Excessive forces imposed on the conductor's insulation system during the
conductor installation process can be very destructive. For some critical
combinations of conductors and sizes of conduit, jamming of the conductors
in the conduit can occur during the conductor installation. This may result
in conductor insulation damage. Critical jam ratio (J.R. = Conduit
ID/Conductor OD) values range from 2.8 to 3.2. The 1996 NEC Chapter 9 Table
1. Fine Print Note is an alert for this serious problem.
- If circuit additions are made in the future, the fact that the cables
can enter or exit the cable tray anywhere along its route allows for the
cable additions at the lowest possible future cost. This is a feature that
is unique to cable tray. Future cable fill space capacity to accommodate
cable additions to a cable tray can be provided at a very low cost.

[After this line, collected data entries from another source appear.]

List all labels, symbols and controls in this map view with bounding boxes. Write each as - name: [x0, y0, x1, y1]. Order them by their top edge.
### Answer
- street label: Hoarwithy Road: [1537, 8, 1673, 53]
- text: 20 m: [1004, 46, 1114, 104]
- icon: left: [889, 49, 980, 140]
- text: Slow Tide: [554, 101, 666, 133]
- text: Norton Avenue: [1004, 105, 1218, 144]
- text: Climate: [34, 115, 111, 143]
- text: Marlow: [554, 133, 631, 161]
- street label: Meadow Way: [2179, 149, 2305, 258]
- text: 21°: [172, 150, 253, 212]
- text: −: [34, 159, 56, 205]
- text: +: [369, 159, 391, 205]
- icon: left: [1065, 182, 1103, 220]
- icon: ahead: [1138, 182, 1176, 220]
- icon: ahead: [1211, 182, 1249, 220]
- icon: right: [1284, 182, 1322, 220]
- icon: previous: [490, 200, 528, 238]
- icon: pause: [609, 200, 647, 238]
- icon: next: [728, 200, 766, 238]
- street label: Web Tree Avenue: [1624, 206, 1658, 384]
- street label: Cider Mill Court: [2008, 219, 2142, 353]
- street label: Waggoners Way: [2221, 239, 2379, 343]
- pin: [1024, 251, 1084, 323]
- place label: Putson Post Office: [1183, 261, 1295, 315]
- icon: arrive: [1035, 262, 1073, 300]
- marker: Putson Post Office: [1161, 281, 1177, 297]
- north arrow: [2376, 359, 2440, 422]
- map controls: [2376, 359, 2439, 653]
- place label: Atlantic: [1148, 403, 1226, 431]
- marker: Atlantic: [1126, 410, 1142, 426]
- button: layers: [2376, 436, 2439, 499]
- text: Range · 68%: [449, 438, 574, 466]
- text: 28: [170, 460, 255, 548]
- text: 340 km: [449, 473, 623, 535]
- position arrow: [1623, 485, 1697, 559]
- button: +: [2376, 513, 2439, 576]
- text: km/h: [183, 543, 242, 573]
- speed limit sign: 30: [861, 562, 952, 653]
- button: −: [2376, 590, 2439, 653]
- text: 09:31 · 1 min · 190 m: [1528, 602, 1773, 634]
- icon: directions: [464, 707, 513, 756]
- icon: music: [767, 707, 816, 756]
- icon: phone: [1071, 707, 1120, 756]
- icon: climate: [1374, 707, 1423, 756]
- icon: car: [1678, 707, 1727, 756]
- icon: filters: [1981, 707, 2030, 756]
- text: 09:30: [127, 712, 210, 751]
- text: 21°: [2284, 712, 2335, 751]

- The cable tray wiring systems reduce the potential for moisture related
equipment failures. Tray cables don't provide the internal moisture paths
that conduits do. This lowers future maintenance costs. Moisture is a major
cause of electrical equipment and material failures. The day to night
temperature cycling results in moisture laden air being drawn into the
conduits and the moisture in the air condensing. The condensed moisture
accumulates in conduits systems. The conduits pipe the accumulated moisture
into the electrical equipment enclosures. Over time, this moisture may
accelerate the corrosion of some of the equipment's metallic components and
deteriorate the equipment's insulation systems to failure. Conduit seals
are not effective in blocking the movement of moisture. Conduit systems
have to be specifically designed to reduce moisture problems and this is
rarely done.
- A properly designed and installed wiring system will not be a fire
ignition source. It is possible that the wiring system may be exposed to an
external fire. For a localized fire, the damage to a cable tray wiring
system will be less to a cable tray system than to the conduit system. This
has been the case in some industrial facility fires. The damage to PVC
jacketed tray cables and the cable tray is most often limited to the area
of flame contact area plus a few feet on either side of the flame contact
area. When such a fire envelopes a steel conduit bank, the steel conduit is
a heat sink and the insulation of the conduit's conductors will be damaged
for a considerable distance. Thermoplastic insulation may fuse to the steel
conduit and the conduit will need to be replaced for many feet. This
occurred in an Ohio chemical plant. The rigid conduit had to be replaced
for 90 feet. Under such conditions, the repair cost for fire damage would
normally be greater for a conduit wiring system than for a cable tray
wiring system. In the Ohio chemical plant fire, large banks of conduit and
multiple runs of cable tray were involved. The cable tray wiring systems
were repaired in two round-the-clock days, and the conduit wiring systems
were repaired in six round-the-clock days. The conduit system repair
required more than three times the man-hours that was used for the cable
tray system.
In the July 1995 EC&M magazine, "Protecting Life Safety Circuits In High
Rise Buildings" the section titled "Protecting signal and communication
wiring" states the following: "Results of Steiner Tunnel testing performed
by various cable manufacturers actually indicates that conduits tend to act
as heat sinks, thereby decreasing the time required to damage insulation to
cause conductor failures." This is a big negative for conduit systems.
Cable tray wiring systems have significant cost savings advantages over
conduit wiring systems. They also have convenience, dependability and
safety advantages over conduit wiring systems.